India's unilateral decision to scrap Article 370 of its constitution, which allows a limited independence ("special status") to its Himalayan state of Jammu and Kashmir, has attracted international condemnation and outrage in almost equal measures (and, I suppose, a certain amount of praise and tub-thumping within Hindu circles, although there have been protests against the action even within India). This effectively downgrades the region from state to territory, and reduces its semi-autonomous decion-making ability. Local Kashmiris are bewildered, frustrated and angry, and nuclear-armed Pakistan next door is threatening reprisals. The region is in lock-down with a strict curfew, and all communications with the outside world, including the internet, have been cut off. An already tense region, therefore, just became a whole lot tenser, and the situation could go in any number of directions.
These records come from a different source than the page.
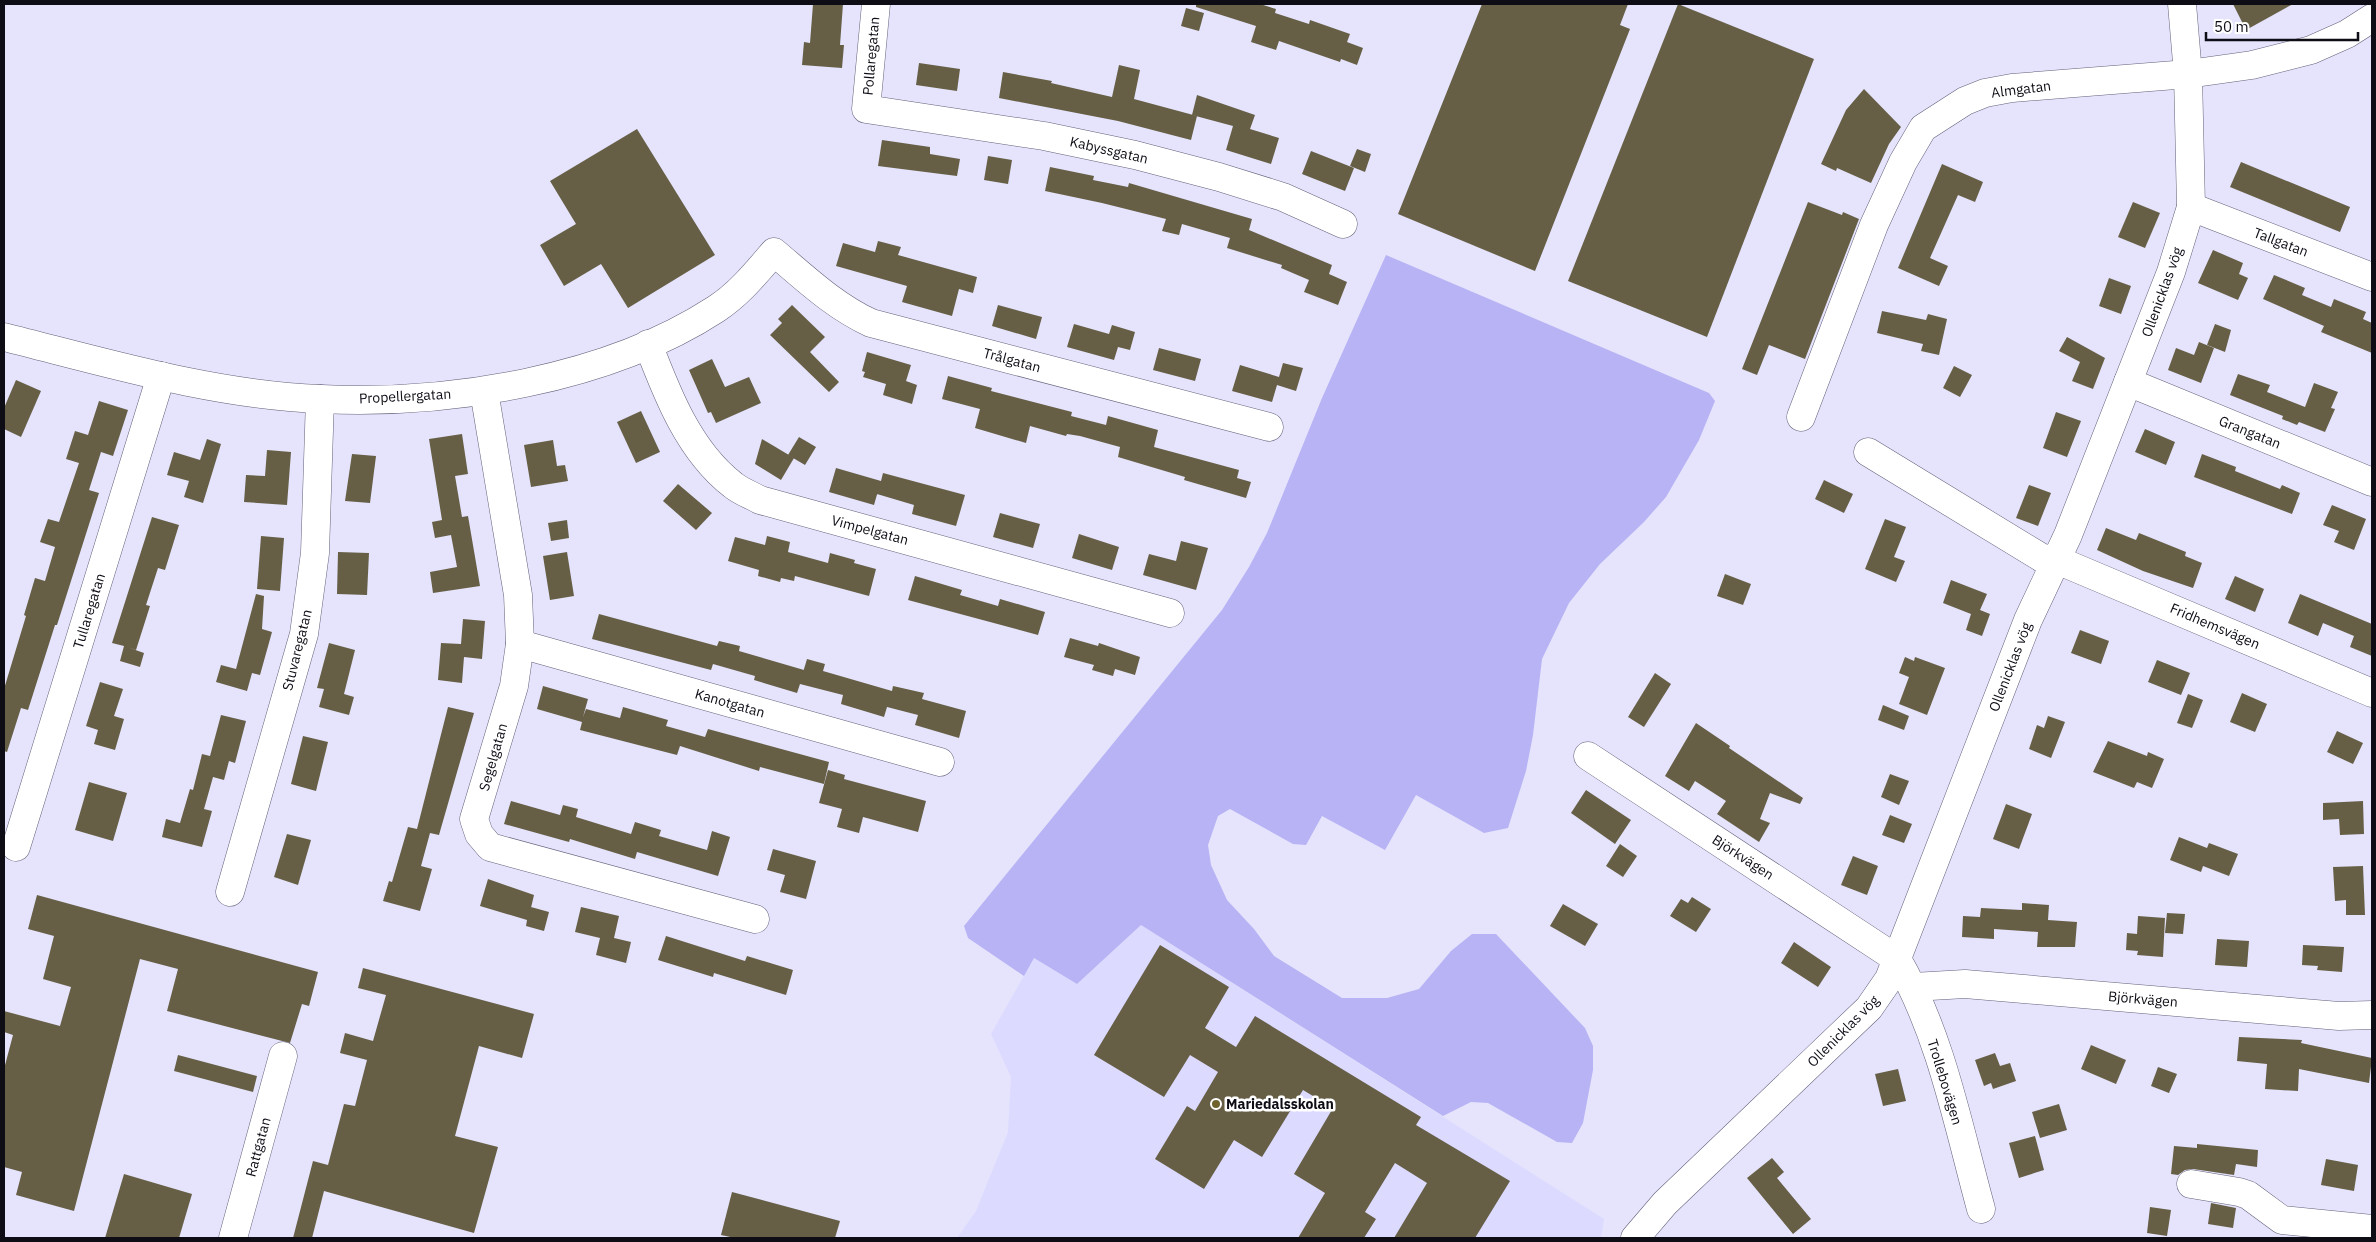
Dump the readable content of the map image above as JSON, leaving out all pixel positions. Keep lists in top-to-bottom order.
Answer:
{
  "streets": {
    "street": [
      "Pollaregatan",
      "Almgatan",
      "Kabyssgatan",
      "Tallgatan",
      "Ollenicklas vög",
      "Trålgatan",
      "Propellergatan",
      "Grangatan",
      "Vimpelgatan",
      "Tullaregatan",
      "Fridhemsvägen",
      "Stuvaregatan",
      "Kanotgatan",
      "Segelgatan",
      "Björkvägen",
      "Trollebovägen",
      "Rattgatan"
    ]
  },
  "crossings": [
    ["Pollaregatan", "Kabyssgatan"],
    ["Almgatan", "Ollenicklas vög"],
    ["Tallgatan", "Ollenicklas vög"],
    ["Ollenicklas vög", "Grangatan"],
    ["Ollenicklas vög", "Fridhemsvägen"],
    ["Ollenicklas vög", "Björkvägen"],
    ["Ollenicklas vög", "Trollebovägen"],
    ["Trålgatan", "Propellergatan"],
    ["Propellergatan", "Vimpelgatan"],
    ["Propellergatan", "Tullaregatan"],
    ["Propellergatan", "Stuvaregatan"],
    ["Propellergatan", "Segelgatan"],
    ["Kanotgatan", "Segelgatan"],
    ["Björkvägen", "Trollebovägen"]
  ],
  "places": ["Mariedalsskolan"],
  "scale_bar": "50 m"
}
There are various reasons why Hindu nationalist Narendra Modi has decided to make such a contentious move at this time, although his claims that his intention is to free Kashmir from decades of turmoil and violence are clearly disingenuous. But, to be fair, Article 370 was only ever mean to be temporary - despite having lasted 70 years! - and Kashmir remains one of the most militarized and unstable regions in the world, a situation that is clearly not sustainable in the long term (not that 70 years is exactly short!)
Anyway, make if it, and Modi's justification for it, what you will. My question was: why is Jammu and Kashmir in that position in the first place? Why did Hindu-majority India end up with a Muslim-majority province at all?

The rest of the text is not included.